> **WORK ORDER**
The entries below contain a line with "height:11px; margin:-5.5px; padding:0" and a line with "font-size:11px; color:#372b1e; font-weight:700". Quote exactly those two lines and all lines between them.

> **AVAILABLE DATA**
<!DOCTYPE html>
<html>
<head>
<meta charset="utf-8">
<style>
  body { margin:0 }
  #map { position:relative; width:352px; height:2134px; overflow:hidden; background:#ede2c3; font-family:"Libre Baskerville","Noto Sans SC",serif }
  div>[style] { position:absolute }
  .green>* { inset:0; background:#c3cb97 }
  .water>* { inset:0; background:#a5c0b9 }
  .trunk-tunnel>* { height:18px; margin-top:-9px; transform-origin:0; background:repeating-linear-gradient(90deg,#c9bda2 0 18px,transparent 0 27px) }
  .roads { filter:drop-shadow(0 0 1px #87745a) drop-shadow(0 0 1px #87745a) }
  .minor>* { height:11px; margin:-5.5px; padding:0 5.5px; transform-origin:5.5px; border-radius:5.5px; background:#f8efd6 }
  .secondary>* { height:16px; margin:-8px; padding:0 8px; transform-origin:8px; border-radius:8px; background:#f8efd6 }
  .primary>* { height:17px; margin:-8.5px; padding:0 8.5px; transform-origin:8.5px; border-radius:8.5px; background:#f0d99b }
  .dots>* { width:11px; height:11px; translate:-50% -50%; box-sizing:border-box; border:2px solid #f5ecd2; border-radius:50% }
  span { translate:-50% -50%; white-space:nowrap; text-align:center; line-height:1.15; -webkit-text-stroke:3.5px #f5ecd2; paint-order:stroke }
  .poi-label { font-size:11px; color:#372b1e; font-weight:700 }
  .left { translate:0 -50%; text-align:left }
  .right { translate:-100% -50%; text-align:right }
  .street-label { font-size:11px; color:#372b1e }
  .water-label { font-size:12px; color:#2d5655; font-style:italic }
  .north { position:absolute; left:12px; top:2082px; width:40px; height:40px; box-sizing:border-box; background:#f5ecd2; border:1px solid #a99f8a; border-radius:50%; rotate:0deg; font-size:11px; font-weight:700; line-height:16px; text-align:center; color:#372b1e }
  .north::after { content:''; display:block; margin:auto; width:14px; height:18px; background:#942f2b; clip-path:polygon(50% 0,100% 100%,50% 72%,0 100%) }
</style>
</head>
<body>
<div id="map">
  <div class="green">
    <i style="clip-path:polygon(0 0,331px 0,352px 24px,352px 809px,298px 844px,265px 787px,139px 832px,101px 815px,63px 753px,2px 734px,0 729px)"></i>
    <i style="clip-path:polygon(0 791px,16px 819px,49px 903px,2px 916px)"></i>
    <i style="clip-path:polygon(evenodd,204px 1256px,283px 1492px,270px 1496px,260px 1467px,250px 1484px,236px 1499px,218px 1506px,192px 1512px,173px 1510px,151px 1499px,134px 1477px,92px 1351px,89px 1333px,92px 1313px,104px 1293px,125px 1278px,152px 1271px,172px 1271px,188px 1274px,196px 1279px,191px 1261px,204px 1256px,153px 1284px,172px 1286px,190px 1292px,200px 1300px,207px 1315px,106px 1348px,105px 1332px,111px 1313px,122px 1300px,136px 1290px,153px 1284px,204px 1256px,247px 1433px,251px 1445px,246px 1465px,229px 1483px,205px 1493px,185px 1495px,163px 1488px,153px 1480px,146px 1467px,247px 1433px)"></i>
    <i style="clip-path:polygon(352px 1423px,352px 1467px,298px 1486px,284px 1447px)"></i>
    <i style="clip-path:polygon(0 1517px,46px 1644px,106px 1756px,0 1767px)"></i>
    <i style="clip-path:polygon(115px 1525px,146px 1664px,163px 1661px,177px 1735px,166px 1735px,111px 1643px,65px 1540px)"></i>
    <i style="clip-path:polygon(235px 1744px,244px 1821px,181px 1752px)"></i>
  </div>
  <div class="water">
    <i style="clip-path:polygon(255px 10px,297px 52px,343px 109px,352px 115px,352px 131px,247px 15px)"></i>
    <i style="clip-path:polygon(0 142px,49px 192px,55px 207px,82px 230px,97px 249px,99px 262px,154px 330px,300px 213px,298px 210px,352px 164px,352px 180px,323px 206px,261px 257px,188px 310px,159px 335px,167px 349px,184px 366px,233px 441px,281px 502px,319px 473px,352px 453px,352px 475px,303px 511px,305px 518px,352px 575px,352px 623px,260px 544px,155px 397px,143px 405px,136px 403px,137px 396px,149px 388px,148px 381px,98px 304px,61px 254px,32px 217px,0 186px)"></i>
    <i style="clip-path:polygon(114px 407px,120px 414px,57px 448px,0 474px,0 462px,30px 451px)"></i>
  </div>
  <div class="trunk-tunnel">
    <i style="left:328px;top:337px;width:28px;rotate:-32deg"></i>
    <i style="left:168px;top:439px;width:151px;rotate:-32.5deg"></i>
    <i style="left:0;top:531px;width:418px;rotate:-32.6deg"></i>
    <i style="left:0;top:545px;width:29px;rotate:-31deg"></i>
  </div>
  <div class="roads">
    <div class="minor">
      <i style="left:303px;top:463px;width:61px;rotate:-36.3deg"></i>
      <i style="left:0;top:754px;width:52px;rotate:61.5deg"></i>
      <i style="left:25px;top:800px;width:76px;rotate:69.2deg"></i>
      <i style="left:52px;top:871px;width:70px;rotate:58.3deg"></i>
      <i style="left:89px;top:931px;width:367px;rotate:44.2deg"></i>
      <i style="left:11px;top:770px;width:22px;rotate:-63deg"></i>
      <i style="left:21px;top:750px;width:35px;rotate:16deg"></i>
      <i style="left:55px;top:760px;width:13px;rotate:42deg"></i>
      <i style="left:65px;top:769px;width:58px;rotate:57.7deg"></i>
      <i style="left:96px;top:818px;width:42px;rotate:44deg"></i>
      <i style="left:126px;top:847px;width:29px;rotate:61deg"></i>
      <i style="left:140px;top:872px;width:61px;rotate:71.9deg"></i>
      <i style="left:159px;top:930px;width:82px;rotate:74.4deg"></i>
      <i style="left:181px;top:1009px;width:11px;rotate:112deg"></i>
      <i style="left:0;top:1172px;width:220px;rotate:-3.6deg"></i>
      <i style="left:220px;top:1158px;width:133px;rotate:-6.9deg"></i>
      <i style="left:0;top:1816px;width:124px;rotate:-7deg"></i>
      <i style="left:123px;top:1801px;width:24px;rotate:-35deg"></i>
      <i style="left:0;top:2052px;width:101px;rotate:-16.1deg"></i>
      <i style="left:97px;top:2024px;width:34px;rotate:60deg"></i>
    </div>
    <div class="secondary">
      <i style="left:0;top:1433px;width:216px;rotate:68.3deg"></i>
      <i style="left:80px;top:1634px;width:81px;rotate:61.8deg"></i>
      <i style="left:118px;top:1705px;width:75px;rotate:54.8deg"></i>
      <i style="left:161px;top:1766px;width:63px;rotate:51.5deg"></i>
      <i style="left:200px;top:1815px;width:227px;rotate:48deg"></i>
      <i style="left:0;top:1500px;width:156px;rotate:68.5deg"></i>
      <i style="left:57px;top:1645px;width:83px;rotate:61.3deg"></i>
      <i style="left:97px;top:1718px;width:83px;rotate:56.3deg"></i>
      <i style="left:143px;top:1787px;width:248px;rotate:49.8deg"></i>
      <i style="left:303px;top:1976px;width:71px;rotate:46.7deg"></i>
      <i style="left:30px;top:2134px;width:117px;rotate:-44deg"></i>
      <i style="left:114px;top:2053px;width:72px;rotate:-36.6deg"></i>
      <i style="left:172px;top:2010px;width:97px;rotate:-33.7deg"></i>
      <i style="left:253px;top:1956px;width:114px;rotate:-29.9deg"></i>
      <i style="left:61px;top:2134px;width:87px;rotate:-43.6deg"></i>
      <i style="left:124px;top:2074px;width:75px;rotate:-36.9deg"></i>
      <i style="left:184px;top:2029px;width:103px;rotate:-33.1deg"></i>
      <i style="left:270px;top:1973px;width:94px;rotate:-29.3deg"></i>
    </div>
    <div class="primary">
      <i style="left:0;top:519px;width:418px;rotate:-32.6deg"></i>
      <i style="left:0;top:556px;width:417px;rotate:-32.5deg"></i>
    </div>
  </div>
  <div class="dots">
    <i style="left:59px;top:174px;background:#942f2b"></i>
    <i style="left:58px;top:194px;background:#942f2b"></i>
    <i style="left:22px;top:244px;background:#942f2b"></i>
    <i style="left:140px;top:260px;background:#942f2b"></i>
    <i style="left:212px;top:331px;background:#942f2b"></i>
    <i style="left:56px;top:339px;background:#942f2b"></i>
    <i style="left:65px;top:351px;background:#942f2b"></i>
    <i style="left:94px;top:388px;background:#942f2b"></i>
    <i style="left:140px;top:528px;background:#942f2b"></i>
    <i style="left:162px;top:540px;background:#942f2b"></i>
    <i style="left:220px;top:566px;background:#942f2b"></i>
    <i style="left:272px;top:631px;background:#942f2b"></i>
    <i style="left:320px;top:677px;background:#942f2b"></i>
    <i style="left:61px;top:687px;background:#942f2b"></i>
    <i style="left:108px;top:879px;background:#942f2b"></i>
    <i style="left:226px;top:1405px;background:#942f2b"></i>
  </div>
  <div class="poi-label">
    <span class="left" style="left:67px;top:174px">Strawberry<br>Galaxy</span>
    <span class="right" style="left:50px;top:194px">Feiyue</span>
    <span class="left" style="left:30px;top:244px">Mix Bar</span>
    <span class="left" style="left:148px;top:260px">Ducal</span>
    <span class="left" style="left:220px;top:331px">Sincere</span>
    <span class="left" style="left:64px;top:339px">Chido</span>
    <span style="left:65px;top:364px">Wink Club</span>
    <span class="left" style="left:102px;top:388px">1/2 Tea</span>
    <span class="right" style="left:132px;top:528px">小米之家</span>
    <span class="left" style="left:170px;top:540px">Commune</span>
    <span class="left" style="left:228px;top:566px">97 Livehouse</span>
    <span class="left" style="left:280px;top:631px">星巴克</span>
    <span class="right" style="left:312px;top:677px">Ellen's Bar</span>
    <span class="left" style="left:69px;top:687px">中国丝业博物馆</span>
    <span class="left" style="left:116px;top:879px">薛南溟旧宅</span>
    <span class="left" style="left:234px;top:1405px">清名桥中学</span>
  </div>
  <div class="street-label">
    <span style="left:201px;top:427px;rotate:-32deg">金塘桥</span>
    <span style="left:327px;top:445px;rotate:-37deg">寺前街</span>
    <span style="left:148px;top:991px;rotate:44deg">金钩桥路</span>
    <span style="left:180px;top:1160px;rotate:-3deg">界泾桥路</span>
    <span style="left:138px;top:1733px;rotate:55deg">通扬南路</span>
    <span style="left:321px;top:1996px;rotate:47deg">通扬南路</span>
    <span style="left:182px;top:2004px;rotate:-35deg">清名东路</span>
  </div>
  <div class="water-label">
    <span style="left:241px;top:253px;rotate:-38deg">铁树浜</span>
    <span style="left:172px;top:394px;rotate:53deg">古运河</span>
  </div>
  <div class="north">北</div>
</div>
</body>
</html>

> **RESULT OF THIS EXERCISE**
  .minor>* { height:11px; margin:-5.5px; padding:0 5.5px; transform-origin:5.5px; border-radius:5.5px; background:#f8efd6 }
  .secondary>* { height:16px; margin:-8px; padding:0 8px; transform-origin:8px; border-radius:8px; background:#f8efd6 }
  .primary>* { height:17px; margin:-8.5px; padding:0 8.5px; transform-origin:8.5px; border-radius:8.5px; background:#f0d99b }
  .dots>* { width:11px; height:11px; translate:-50% -50%; box-sizing:border-box; border:2px solid #f5ecd2; border-radius:50% }
  span { translate:-50% -50%; white-space:nowrap; text-align:center; line-height:1.15; -webkit-text-stroke:3.5px #f5ecd2; paint-order:stroke }
  .poi-label { font-size:11px; color:#372b1e; font-weight:700 }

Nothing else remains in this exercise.